On Wed, 12 May 2010 14:25:26 +0200, Jackie <Jackie@an.on> wrote:
>On 5/12/2010 13:54, John B. Slocomb wrote:
>> On Wed, 12 May 2010 11:05:03 +0200, Jackie<Jackie@an.on> wrote:
>>
>>> 1x SSD sounds more appealing to me than 2+ noisy things that is spinning
>>> at 7200+ RPM. Only thing that bugs me are the prices.
>>> SSD in RAID sounds very delicious.
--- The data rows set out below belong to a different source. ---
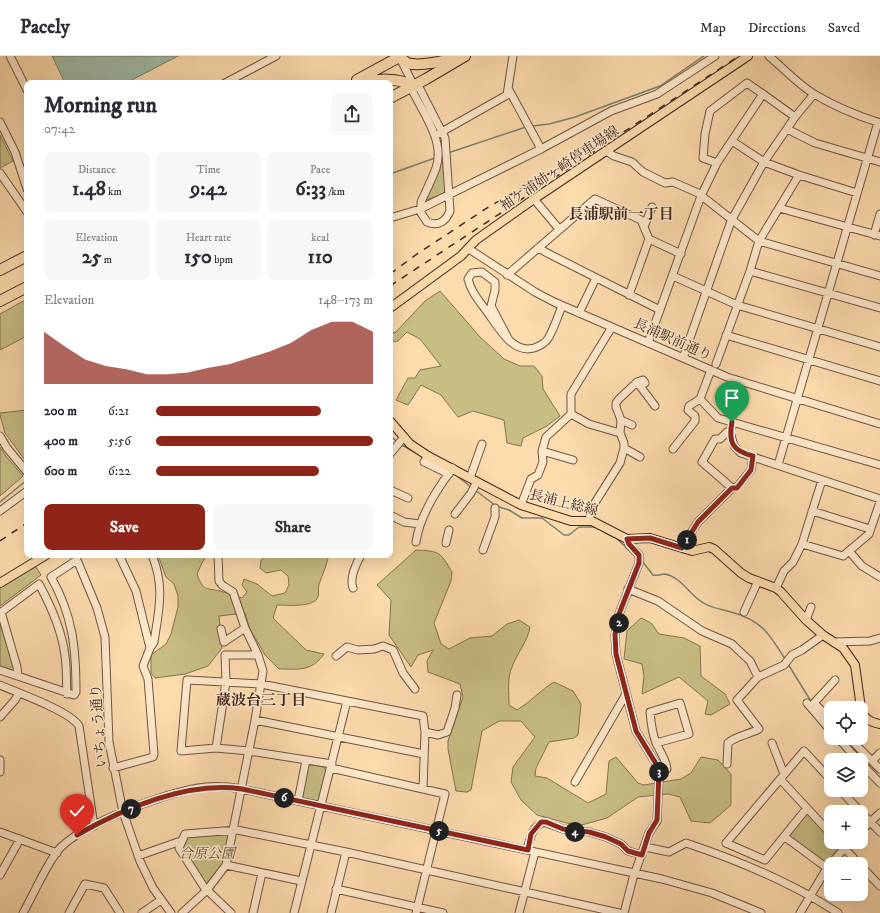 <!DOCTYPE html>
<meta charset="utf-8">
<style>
body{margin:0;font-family:"IM FELL DW Pica","Noto Serif JP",serif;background:#f7f7f7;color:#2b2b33;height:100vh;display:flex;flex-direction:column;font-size:15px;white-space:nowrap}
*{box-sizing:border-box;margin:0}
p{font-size:13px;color:#7c7c81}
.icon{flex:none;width:22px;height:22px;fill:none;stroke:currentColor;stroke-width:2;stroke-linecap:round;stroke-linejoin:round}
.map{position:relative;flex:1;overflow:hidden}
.sheet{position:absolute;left:24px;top:24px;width:369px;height:478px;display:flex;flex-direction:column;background:#fff;border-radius:8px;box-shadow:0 4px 16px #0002}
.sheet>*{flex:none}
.tools{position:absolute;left:824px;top:645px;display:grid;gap:8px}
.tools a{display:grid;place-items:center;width:44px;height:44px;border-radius:8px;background:#fff;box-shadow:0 4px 16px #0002;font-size:20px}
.pin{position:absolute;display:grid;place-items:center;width:34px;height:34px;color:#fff;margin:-41px -17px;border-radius:50% 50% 50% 0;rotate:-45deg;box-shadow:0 0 4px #0007}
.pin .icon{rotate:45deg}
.km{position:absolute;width:20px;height:20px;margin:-10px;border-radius:50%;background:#222;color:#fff;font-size:11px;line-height:20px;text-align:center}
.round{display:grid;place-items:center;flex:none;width:42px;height:42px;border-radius:8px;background:#f7f7f7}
.head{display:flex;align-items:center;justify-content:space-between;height:68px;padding:0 20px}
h1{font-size:22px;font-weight:800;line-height:30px}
.metrics{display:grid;grid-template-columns:repeat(3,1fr);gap:6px;height:68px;padding:4px 20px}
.metrics div{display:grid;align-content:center;border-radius:8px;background:#f7f7f7;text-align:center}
.metrics b{font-size:20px;font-weight:800}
.metrics small{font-size:11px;font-weight:400}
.metrics p{font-size:11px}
.chart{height:112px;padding:8px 20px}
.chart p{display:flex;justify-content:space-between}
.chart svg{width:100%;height:72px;margin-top:4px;fill:#8f2418;opacity:.7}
.primary-button{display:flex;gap:8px;margin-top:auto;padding:8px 20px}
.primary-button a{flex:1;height:46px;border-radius:8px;background:#8f2418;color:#fff;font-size:16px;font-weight:800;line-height:46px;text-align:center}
.primary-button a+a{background:#f7f7f7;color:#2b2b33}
ul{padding:0 20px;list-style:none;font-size:13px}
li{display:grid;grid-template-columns:64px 48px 1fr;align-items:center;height:30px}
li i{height:10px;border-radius:5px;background:#8f2418}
header{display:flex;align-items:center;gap:24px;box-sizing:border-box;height:56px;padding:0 20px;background:#fff;border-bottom:1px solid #e1e1e2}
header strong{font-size:19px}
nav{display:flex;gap:22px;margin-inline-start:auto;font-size:14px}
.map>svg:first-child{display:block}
</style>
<header>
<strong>Pacely</strong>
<nav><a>Map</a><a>Directions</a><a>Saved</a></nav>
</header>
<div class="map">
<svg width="880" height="857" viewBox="0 0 880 857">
<rect width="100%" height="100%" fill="#fcdbad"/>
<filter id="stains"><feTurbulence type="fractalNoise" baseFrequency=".005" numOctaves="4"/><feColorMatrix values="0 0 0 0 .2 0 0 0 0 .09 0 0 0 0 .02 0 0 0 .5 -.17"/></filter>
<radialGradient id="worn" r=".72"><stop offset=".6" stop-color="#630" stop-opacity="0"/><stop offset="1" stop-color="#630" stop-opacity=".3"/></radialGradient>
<!-- green -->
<path fill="#c7be84" stroke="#857250" d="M0,79L13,105L0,112Z
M443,93L446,136L427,144L426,141L440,112Z
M440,235L480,281L504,303L520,310H534L542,320L543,333L560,360L547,370L523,382L521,390L507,387L504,364L473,355L458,361L441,339L421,329L408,349L396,344L408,322H415L420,314L441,310L420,283L407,276L398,285L390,286V275L395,277L425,245Z
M27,243V280L0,294V258Z
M27,354V407L5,377L0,359V357Z
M0,391L5,399L23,420L0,440Z
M416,494C440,495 440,496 452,516L451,525L434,567L441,588L449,593L470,582L492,580L507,568L519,564L530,571C528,585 517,597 512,611C507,621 509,637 509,649L517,654C531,646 540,634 554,626L573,635L581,648L578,679L574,682L549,686L536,712L535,720L547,722L588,747L606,738L609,705L616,701L638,727L644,729L681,723L691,717L701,701L718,704L731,718V749L710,767L691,765L680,741L668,738L638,741L607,762L578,770L537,759L521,744L511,726L513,711L535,681L521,665H499L482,675L471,734L467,736L456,735L448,693V685L463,641L460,628L428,616L427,605L433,594L418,599L411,611L389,579L391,544L377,529Z
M158,499H207L202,507L197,518C203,535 206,532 220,535C227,537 235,540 242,542L247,536L242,529L244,523L257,528L272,540L285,537L289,529L288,520L281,514L266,517L260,512L261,504L268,499H329C326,510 323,518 319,528C318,532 319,537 318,541C314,552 286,549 277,549L273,562L306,594L324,598C311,616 299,613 279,613L265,599L249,571L245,557L219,560L222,592L208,610L185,618L155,622L151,617V599L166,588L171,578L178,551V540L174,528L166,521Z
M34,508L41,519L0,550V528Z
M0,557L18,620L0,614Z
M641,562L651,567L659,578L684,582L700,590L701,620L725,638L730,648L711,659L705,658L708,645L679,621L642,638L644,620L642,608L624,603L627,575Z
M307,708L324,711L326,715L318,745L300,741Z
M807,752L831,778V786H839L844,792L827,812L785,781Z
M225,776L230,780L224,807L206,828L182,792L188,780Z"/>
<!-- water -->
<path fill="#9fbba8" stroke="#7a8070" d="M52,0H178L126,27H65Z"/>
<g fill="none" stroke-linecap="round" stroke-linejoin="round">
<!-- stream -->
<path stroke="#7a8070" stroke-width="1.5" d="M532,70L549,68L575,61L660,30L704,0
M448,97L526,71
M390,118L435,102
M390,379L397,386
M400,388L418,398
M456,419L472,432
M475,434L496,450L509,454L522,462H542L564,479H569L579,471H596
M0,446L27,424
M606,477L616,482L631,496
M642,505L653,519C657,520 661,518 665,518C681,521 689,538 702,546C710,552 721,553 731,556C761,564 769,577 785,603
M788,608L812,647"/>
<!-- minor casing -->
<g stroke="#715440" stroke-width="9">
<path id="minor" d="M10,0L27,34
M769,0C784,13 798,28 814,38C834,50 858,60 880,67
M401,4L414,30L413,36C424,58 445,86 436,112C432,123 426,135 421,146V157L427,166C438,171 446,165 450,155L445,82L419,31L414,30
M225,27L276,0
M509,34L541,93
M763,38L795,61
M0,66L15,96L27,133
M787,73L815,87L880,106
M438,78L507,39L513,0
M732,85L764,106L799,119L857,137
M606,95L614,100L632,106L643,116L665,127L673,126L698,137L759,185L880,220
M0,117L27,156
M534,143L559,173
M779,152L880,180
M390,162L420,153L541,93L611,55L657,38L715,0
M644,171L652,151
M874,179L880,158
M649,183L681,198
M538,192L553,200L660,254
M469,193L535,236L554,246L727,321L880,368
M750,215L880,252
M507,219L595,143L641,164L649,183L629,239
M673,220L737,249L880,291
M579,257L596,222
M726,279L880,325
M509,284L491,250L495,234V226L482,216L472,217L468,223C471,237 482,248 490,260C500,274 514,298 534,292C540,290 546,287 549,281C554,272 558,260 562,250
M648,287L701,140L717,107L763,38L747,27L710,55L705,78L703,102L717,107
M683,302L731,165L764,106L795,61L814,38
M716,308L750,215L759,185L799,119
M711,314L700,343L718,362L880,409
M637,326L655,350
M571,358L589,368L620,377
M621,364L632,369
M731,372L730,376H727L720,383H715L702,406L732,432
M730,376L734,390L741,397L880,443
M0,380L7,392L27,416
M624,392L640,401
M673,393L695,365V360L688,354L689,350L700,343
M542,395L573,404
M390,398L404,381
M428,400L424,406L449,418
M778,409L878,66
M470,422L482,388
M390,434L408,442
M521,449L531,423L538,419L543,406L542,395L546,381L571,358V338L612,271
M0,455L27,435
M812,455L870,473
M455,458L471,437L477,426
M390,459L404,466L420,468
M589,465L591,453L620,407L624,392V387L620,377L621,364L616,351V347L619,343L637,326L643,324L645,327
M416,486C420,459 436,434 453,412
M446,487L449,474
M802,488L843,500L869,478L880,446
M682,491L698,466L732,432L737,431L751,414L753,401
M483,494L495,461V452
M849,495L862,510L880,521
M75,499L97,552L105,581L109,686L123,756L140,805L153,832L171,857
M353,532C349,522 356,508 361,499
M776,532L784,515L793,506L802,488L822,424
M628,533L658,545L702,575L732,588L750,605L758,621
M1,556L17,611L18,620
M744,556L758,525
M0,557L39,528C51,550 62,575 65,600C67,613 66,625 67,638
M806,564L811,551
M221,573L224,586L245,572
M835,586L870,585L880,582
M150,592L154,586C159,553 165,531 152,499
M336,600L347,591L358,594L374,593L383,590L393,594L403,617L415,633
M0,614L74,639L76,636C76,592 73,560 51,521L77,504
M0,629C18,637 70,655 79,670L94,770
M807,647L831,675
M0,661L15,644L19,637
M255,664L424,698
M831,664L814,647L835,624
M425,676L438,679L447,676L455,652L457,639
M838,682L858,704
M849,682L880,713
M656,687L689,678L680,647L650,656C651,667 652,677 656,687C660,696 666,703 667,713L659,717
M772,687L784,718
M216,692L226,626L225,599H258
M0,704V716
M872,705L880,697
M861,707L880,727
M332,708L249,695L216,692L181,695L187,624L261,628L423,660L425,676L423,733
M727,708L728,687C736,680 750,678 759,673L737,644L758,621L784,609L792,599L802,594L823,579
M113,712L153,701L154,698L148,623L143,610L150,592L136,535L119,499
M331,712L445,738L416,857
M780,723L831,778
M575,726L626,638
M840,734L880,776
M298,745L306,704
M807,752L765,804L726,787L804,695L831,724
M861,775L880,757
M0,776L57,797
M785,781L827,812
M839,786L859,808
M645,791L669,796L686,787C740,805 791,826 838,857
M527,794C530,783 532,770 544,766L563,773L589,776L606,781L621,788L628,795L642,799
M138,800L178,786L180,787
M226,809L301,825
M861,810L880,830
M0,819L20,783
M336,833L443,857
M23,857C33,840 48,804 61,791C87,766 169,735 206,731C218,730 230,731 242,733L662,823L712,837L761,857
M69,857L85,828L104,832L120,857
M142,857L161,844
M182,857L207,834L226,809L255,664L263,615L258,599L245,572L233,536L222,529L219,525L218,499
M231,857L204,831L179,792L185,778L237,774L346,796L619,857
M253,857L262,817
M294,857L347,645
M331,857L346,796
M519,857L535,796
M624,857L633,822L649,777L657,765L659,717L655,706L636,675L616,598L615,579L619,566V558L639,507V499L629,489L627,483
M800,857L827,812L850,786"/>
</g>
<!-- major casing -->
<g stroke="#43271b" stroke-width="10">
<path id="major" d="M390,252L461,200L476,184L534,143L748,0
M390,365L410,388L428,400L521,449L571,465H592L627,483L650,482L692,495L709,491L714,493L741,517L749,522L776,532L781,536L806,564L823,579L843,592L855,609L861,652
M0,527L46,499
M861,653C864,663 870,666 880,668"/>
</g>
<!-- highway casing -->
<g stroke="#43271b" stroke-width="12">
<path id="highway" d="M399,1C402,3 405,5 407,7C418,11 444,5 456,2
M357,24L401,0
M356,27C376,24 395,20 414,30
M390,42L426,23L465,0
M0,214L27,200
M0,245L27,231"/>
</g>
<!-- minor -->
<use href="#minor" stroke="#fde8ca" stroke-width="7"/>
<!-- major -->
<use href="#major" stroke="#fcdbad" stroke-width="8"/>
<!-- highway -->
<use href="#highway" stroke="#fcdbad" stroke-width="10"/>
<!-- rail -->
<path stroke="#43271b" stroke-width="1.5" stroke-dasharray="7 7" stroke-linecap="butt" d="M390,218L417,198L490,150L561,111
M390,230L739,0
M0,485L27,467"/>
</g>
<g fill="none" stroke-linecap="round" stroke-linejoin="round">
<!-- route casing -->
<g stroke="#fff" stroke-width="8">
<path id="route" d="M77,779C124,752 188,725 242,733L528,794L531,778L541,766H546L563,773L589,776L606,781L621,788L628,795L642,799L649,777L657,764L659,717L655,706L636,675L634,667L616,598L615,578L619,566V558L639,507V499L629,488L627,483L650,482L682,492L698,466L732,432H737L751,414L753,400C733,395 728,387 732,366"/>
</g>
<!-- route -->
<use href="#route" stroke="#8f2418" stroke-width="5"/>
</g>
<g text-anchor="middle" stroke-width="3" stroke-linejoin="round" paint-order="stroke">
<!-- street labels -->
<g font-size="14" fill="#43271b" stroke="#fde8ca">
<text transform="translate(559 112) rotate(-34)" y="5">袖ケ浦姉ヶ崎停車場線</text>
<text transform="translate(673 283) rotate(24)" y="5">長浦駅前通り</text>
<text transform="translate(564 446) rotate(14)" y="5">長浦上総線</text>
<text transform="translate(98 670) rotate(-94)" y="5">いちょう通り</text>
</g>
<!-- park labels -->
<g font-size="14" font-style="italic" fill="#644d35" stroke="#fde8ca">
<text x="207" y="802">合原公園</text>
</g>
<!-- neighbourhood labels -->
<g font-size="15" font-weight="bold" fill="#43271b" stroke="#fde8ca">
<text x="621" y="163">長浦駅前一丁目</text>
<text x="261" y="649">蔵波台三丁目</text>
</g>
</g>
<rect width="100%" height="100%" filter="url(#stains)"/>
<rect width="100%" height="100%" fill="url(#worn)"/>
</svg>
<div class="tools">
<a><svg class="icon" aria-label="locate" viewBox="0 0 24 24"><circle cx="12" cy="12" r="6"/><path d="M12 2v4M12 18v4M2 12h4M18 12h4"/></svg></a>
<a><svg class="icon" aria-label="layers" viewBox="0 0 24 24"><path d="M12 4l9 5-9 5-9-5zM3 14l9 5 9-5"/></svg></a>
<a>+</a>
<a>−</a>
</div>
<div class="pin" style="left:732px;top:366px;background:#1e9e55"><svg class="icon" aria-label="arrive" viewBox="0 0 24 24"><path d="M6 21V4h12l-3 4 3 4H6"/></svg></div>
<div class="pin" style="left:77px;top:779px;background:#d93025"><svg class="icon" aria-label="check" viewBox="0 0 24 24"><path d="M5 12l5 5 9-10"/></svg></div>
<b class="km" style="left:687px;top:484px">1</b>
<b class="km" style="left:619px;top:567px">2</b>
<b class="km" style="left:659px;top:716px">3</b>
<b class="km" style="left:575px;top:776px">4</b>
<b class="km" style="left:439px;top:775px">5</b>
<b class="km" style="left:284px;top:742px">6</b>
<b class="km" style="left:131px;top:753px">7</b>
<section class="sheet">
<div class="head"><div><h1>Morning run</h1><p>07:42</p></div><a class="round"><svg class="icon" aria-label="share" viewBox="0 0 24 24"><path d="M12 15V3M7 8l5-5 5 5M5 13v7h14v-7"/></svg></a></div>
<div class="metrics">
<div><p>Distance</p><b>1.48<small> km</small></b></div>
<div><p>Time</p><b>9:42</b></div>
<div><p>Pace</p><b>6:33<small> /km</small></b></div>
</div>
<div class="metrics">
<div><p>Elevation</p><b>25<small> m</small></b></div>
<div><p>Heart rate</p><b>150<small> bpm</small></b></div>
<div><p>kcal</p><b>110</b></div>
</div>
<div class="chart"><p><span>Elevation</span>148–173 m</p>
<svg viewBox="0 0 160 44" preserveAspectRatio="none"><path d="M0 44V12L10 21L20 29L30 33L40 35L50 38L60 38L70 37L80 34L90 32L100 28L110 24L120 19L130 11L140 6L150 6L160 12V44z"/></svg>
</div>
<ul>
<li><b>200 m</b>6:21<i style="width:76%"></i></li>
<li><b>400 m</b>5:56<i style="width:100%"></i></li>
<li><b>600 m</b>6:22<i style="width:75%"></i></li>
</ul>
<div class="primary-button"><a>Save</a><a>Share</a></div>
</section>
</div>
There's this huge price gap between
>>> around 100-200+ GB however, that takes quite some dedication.
>>
>> I looked up an article on Tom's
>> http://www.tomshardware.com/reviews/windows-ssd-performance,2518-5.html
>>
>> Sort of interesting and certainly evidence that all SSDs are not
>> created equal
>>
>> John B. Slocomb
>> (johnbslocombatgmaildotcom)
>
>Oh sure, of course. Same with regular HDDs (and anything else) though
>but the technology is very mature and everyone should have had their
>time to perfect their products by now.
>It is quite embarrassing when certain SSDs are on par with or actually
>worse than HDDs in some cases.
>Well, but I guess they do so to lower costs and you get to choose the
>right SSD for you, based on how you use your computer. I would just want
>the best or near-best though. Just the price bugs me when you get to
>200+ GB.
Probably the cheapest way, at the moment, would be to use a RAID for
data storage and a SSD as a "fast disk" containing application code
and a cache. Write data to the cache and use a daemon running in the
background to write cache data to RAID during low CPU usage periods.
It might also be possible to use some sort of memory cache, write that
cache out to SSD cache. It might let an application run full bore
without waiting on write-to-disk at all.